### DESCRIPTION OF THE TASK:
Gather all lines with "read" from the records.

### THE DATA:
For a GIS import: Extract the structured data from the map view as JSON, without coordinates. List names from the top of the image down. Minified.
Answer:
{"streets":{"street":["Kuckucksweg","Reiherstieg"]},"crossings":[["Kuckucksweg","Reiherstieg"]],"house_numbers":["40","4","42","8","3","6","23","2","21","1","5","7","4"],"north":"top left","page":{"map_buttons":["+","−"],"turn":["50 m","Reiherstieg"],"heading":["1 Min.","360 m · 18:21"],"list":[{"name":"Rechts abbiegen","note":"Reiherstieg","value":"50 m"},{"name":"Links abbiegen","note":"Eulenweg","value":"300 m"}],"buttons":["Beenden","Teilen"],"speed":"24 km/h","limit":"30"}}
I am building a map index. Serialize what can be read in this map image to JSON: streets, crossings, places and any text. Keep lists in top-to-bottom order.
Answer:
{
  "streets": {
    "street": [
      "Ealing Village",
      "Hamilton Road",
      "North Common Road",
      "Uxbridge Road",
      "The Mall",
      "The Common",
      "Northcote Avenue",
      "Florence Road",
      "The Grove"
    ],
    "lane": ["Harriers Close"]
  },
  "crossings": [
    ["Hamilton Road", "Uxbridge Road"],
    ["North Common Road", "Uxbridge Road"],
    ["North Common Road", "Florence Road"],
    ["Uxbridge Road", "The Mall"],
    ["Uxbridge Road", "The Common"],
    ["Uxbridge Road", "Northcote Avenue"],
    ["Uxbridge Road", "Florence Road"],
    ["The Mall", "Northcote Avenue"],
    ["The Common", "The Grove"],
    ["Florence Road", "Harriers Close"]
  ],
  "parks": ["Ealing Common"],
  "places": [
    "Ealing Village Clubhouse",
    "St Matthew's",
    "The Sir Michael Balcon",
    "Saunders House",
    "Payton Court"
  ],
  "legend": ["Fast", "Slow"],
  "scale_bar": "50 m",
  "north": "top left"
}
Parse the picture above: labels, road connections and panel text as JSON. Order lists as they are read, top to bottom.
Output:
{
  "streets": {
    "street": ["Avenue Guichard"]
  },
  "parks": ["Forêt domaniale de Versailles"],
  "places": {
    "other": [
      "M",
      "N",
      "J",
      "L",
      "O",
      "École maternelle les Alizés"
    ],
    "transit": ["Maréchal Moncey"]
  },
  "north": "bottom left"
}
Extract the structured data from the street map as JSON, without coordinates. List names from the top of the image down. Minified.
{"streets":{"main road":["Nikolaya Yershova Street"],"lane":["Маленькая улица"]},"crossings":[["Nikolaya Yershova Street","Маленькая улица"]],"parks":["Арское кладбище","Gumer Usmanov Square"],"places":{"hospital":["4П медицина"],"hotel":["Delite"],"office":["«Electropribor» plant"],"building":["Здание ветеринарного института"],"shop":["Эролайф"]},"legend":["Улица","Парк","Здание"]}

### WRITTEN RESPONSE:
I am building a map index. Serialize what can be read in this map image to JSON: streets, crossings, places and any text. Keep lists in top-to-bottom order.
Parse the picture above: labels, road connections and panel text as JSON. Order lists as they are read, top to bottom.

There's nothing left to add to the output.